- Episode no.: Season 22 Episode 1
- Directed by: Trey Parker
- Written by: Trey Parker
- Production code: 2201
- Original air date: September 26, 2018

Episode chronology
| ← Previous "Splatty Tomato" | Next → "A Boy and a Priest" |
- South Park season 22

= Dead Kids (South Park) =

"Dead Kids" is the first episode in the twenty-second season of the American animated television series South Park. It is the 288th episode of the series overall, and first aired on Comedy Central in the United States on September 26, 2018.

The episode addresses the phenomenon of school shootings in the United States, and parodies the cultural significance of the 2018 superhero film Black Panther.

==Plot==
A school shooting occurs at South Park Elementary resulting in a fatality. However, when a SWAT member storms the classroom to secure it, the fourth grade teacher and her students are nonchalant, attempting to ignore the disruption while reviewing a recent mathematics test. Eric Cartman is angry because having copied his answers from classmate Tolkien Black, he failed the test, and believes that Tolkien initially put incorrect answers on his own test paper in a deliberate ploy to cause Cartman's failure. Cartman becomes worried that Tolkien was motivated by rumors that Cartman disliked the feature film Black Panther, whose success holds cultural significance for Black Americans, but Tolkien says he has not seen the film, spurring the paranoid Cartman to try to confirm his suspicions. Ultimately, despite Tolkien's repeated denial of ever having seen the film, Cartman concludes that Tolkien saw it, and shares his own opinion that the film was not that good. After Cartman and Tolkien successfully evade gunshots at yet another shooting at their school with help from Butters who is serving as armed hall monitor, Tolkien allows Cartman to copy his answers on their next test.

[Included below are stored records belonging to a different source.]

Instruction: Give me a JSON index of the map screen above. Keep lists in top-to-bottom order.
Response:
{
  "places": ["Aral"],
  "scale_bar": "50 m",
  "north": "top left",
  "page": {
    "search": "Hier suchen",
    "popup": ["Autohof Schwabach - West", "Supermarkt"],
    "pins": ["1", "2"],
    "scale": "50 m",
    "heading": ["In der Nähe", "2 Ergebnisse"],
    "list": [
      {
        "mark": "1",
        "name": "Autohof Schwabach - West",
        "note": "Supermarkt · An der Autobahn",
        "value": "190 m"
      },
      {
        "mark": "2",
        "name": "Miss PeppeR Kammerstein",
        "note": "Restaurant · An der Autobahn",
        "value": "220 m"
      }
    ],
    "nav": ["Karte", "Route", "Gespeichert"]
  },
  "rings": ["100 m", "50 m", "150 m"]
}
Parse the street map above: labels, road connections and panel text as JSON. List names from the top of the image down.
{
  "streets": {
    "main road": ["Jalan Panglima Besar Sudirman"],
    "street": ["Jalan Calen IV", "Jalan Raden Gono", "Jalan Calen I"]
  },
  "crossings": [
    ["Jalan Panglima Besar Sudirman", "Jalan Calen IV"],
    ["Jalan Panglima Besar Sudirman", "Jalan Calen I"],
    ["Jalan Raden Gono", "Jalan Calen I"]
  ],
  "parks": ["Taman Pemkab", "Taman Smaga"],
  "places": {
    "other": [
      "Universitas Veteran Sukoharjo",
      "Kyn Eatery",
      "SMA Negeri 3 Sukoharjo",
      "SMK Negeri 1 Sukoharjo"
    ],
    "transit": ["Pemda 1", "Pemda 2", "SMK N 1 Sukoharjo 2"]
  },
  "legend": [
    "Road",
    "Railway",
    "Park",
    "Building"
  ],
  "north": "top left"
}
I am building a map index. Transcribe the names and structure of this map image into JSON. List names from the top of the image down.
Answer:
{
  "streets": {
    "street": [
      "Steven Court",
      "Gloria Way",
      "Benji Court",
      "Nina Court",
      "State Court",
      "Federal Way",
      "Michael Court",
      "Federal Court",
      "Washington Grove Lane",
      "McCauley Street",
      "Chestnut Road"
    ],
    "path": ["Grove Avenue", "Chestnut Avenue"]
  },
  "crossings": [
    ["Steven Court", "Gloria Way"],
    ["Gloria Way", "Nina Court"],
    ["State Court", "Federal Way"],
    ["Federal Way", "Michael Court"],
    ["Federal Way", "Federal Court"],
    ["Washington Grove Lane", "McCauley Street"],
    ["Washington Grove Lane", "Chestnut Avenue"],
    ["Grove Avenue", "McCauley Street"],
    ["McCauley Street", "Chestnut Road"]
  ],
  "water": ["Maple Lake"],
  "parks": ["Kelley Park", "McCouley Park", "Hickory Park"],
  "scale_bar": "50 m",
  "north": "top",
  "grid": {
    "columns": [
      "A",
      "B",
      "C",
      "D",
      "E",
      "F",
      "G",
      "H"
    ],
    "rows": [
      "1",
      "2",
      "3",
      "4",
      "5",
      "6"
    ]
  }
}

Sharon Marsh, the mother of Cartman's classmate Stan, is outraged not only at the school shootings, but at the nonchalance on the part of other townspeople, including her husband Randy, who comes to believe that her disposition is caused by either her menstrual cycle or the onset of menopause. He attempts to shower her with love in the form of a party at which he serenades her, but Sharon angrily informs Randy and their neighbors that she is not undergoing menopause, and storms off. She later apologizes to an astonished Randy for the pain and suffering they have been experiencing, admitting that she may have been overly emotional lately. They receive word that Stan was shot at another shooting at his school. Instead of panicking, Sharon exhibits a calm, nonchalant attitude like those of Randy and the others, and a relieved Randy lovingly embraces her.

==Reception==
The episode scored 1.09 in the ratings. This is the lowest for any season premiere in the show's history, and well below the 1.68 ratings which the season 21 premiere earned.

John Hugar of The A.V. Club gave the episode a B, stating "at this point, South Park has reached a point that we might call 'predictably shocking.' We know they're going to take an issue of the day, and present in some skewed subversive fashion, to the point that when they do so, it really shouldn't be surprising anymore. Yet somehow, figuring out exactly how they're going to pull it off is not only still enjoyable, but it can still produce plenty of 'wait, what?!' moments over the course of a season, or in this case, in the course of a single episode."

Jesse Schedeen of IGN gave the episode a 6.8 out of 10, stating it "definitely hit close to home, finding a darkly comic and relatable take on a uniquely American problem. However, this episode struggled to build on the elegant simplicity of its premise, rehashing a lot of the same beats over the course of the half hour."